> WHAT THE TASK ASKS
Find each line below where the word "coordinates" occurs, and copy it.

[Dataset entries]
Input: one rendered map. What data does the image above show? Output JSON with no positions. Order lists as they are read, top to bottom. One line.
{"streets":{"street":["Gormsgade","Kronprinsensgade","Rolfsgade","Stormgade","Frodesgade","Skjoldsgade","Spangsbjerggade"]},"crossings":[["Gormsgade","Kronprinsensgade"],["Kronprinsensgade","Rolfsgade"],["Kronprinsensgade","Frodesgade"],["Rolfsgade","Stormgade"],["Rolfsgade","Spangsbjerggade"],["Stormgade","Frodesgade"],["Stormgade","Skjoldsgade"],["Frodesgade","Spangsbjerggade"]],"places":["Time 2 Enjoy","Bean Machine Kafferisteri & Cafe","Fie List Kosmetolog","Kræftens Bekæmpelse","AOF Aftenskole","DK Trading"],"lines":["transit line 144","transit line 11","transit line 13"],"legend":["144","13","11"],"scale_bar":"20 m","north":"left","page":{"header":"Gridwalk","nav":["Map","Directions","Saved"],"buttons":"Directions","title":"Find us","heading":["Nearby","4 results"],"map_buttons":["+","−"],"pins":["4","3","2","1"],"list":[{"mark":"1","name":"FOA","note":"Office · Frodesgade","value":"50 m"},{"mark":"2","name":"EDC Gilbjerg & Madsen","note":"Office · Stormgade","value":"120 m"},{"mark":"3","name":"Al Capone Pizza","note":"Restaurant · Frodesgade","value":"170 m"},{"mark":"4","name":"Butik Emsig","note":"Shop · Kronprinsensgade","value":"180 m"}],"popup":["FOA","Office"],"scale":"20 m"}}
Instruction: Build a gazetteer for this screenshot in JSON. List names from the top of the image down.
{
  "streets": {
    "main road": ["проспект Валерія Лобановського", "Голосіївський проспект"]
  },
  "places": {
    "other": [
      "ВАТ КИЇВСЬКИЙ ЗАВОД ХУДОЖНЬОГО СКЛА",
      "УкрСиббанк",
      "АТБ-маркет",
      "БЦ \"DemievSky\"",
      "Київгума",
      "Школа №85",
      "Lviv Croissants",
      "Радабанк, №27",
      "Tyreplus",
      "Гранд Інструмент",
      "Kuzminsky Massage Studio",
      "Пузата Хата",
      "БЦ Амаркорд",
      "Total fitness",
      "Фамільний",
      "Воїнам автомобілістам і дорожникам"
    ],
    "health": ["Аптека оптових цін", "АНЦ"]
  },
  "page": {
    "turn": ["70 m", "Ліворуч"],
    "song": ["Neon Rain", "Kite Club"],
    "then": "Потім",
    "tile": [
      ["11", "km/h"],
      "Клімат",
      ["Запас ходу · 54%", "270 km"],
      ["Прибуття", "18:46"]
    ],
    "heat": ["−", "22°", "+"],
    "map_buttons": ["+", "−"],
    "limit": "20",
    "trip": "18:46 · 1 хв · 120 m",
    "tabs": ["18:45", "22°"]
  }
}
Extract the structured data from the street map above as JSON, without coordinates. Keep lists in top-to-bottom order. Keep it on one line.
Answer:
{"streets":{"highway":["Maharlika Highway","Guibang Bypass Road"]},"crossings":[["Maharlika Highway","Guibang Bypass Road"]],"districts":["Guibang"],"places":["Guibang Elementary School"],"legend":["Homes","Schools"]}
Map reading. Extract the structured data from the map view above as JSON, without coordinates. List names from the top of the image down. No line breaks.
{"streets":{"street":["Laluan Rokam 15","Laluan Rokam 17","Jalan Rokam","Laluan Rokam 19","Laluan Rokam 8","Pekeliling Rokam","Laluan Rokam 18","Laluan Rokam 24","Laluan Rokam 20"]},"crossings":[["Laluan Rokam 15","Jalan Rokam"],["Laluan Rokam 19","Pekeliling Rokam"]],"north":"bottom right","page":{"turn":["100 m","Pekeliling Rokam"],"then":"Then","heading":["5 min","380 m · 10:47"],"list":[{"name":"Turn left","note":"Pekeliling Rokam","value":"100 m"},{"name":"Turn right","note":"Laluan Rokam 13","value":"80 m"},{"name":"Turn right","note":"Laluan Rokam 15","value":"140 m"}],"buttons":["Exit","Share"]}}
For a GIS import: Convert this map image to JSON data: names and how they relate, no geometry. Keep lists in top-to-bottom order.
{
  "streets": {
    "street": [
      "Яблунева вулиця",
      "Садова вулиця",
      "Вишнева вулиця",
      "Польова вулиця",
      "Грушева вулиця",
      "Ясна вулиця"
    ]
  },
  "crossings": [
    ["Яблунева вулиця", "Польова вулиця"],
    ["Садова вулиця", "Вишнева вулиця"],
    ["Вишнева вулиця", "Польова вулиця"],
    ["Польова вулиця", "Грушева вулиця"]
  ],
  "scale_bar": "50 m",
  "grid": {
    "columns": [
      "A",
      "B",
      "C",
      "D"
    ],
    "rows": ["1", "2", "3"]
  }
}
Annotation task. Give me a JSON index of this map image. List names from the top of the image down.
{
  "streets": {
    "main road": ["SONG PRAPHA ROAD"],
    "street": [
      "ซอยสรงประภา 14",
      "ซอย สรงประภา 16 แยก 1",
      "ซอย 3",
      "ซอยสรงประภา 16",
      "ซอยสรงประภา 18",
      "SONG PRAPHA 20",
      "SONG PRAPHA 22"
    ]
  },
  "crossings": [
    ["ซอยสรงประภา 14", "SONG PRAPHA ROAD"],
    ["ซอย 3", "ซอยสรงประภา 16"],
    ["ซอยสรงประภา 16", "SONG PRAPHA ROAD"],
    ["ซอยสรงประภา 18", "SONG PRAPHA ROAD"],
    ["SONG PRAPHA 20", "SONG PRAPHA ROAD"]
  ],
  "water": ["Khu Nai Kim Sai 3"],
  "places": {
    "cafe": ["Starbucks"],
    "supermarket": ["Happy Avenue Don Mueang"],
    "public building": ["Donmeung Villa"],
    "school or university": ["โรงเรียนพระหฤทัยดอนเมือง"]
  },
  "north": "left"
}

> RESPONSE AREA
Extract the structured data from the street map above as JSON, without coordinates. Keep lists in top-to-bottom order. Keep it on one line.
Map reading. Extract the structured data from the map view above as JSON, without coordinates. List names from the top of the image down. No line breaks.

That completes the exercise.